NASA’s Psyche spacecraft returns unknown views of the familiar world


“As a bonus, it captured images of Mars from a rare perspective,” NASA said in a press release.

The spacecraft approached Mars from a high phase angle, or side opposite the Sun, and Psyche showed the planet as a thin crescent as it moved for the encounter.
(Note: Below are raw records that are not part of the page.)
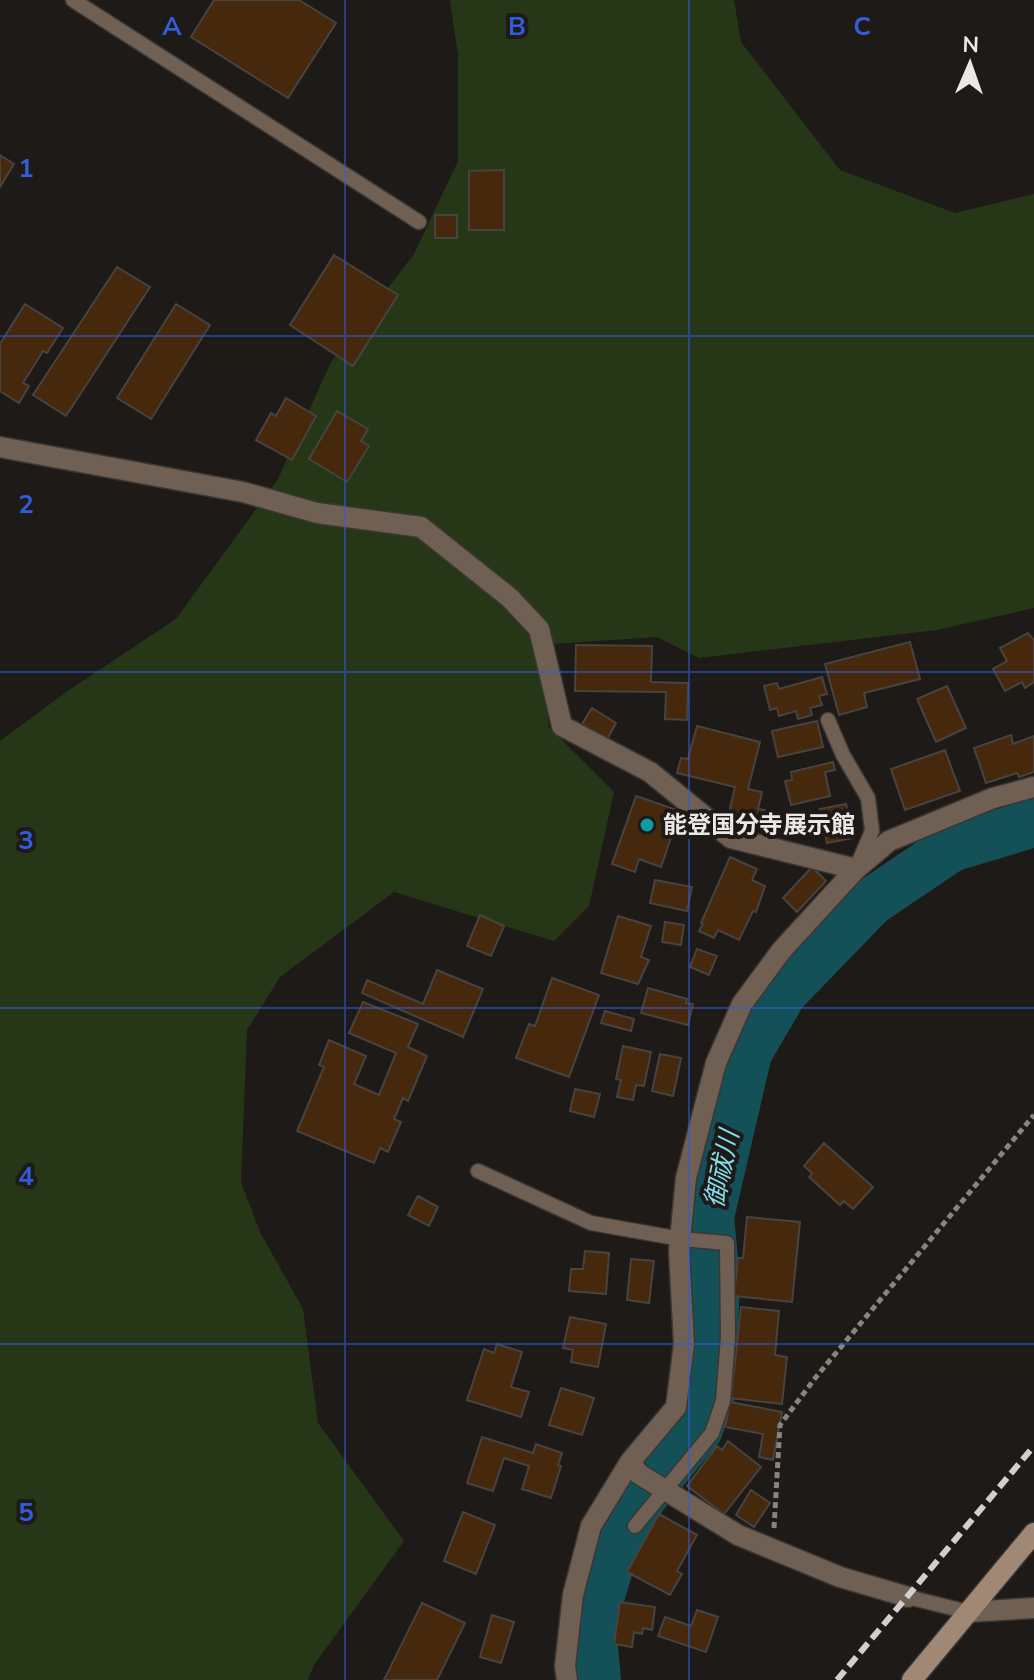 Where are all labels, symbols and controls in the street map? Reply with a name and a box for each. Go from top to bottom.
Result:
text: A [162,9,182,44]
text: B [508,9,526,44]
text: C [853,9,871,44]
north arrow [930,24,1010,104]
text: N [962,30,979,60]
text: 1 [18,151,34,186]
text: 2 [18,487,34,522]
place label: 能登国分寺展示館 [663,809,855,841]
marker: 能登国分寺展示館 [638,816,656,834]
text: 3 [18,823,34,858]
water label: 御祓川 [697,1124,748,1211]
text: 4 [18,1159,34,1194]
text: 5 [18,1495,34,1530]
The delicacy of the thin Martian atmosphere was on full display, sunlight glinting through diffuse dust clouds that hung dozens of miles off the sharp edge of the planet’s rust-colored surface.



This is the first view of nearly “full Mars” as seen by NASA’s Psyche spacecraft shortly after its closest approach to the planet on May 15, 2026. The view extends from the southern polar cap northward to the Valles Marineris canyon system and beyond.

Credit: NASA/JPL-Caltech/ASU

This is the first view of nearly “full Mars” as seen by NASA’s Psyche spacecraft shortly after its closest approach to the planet on May 15, 2026. The view extends from the southern polar cap northward to the Valles Marineris canyon system and beyond.


Credit: NASA/JPL-Caltech/ASU

As Psyche flew past the red planet, its cameras captured a wide-angle overhead view of Mars’ south pole ice cap. Jim Bell, who leads the Psyche imager instrument team at Arizona State University, said the spacecraft took thousands of images during the encounter. The observations will help scientists “calibrate and characterize” the cameras’ performance, Bell said.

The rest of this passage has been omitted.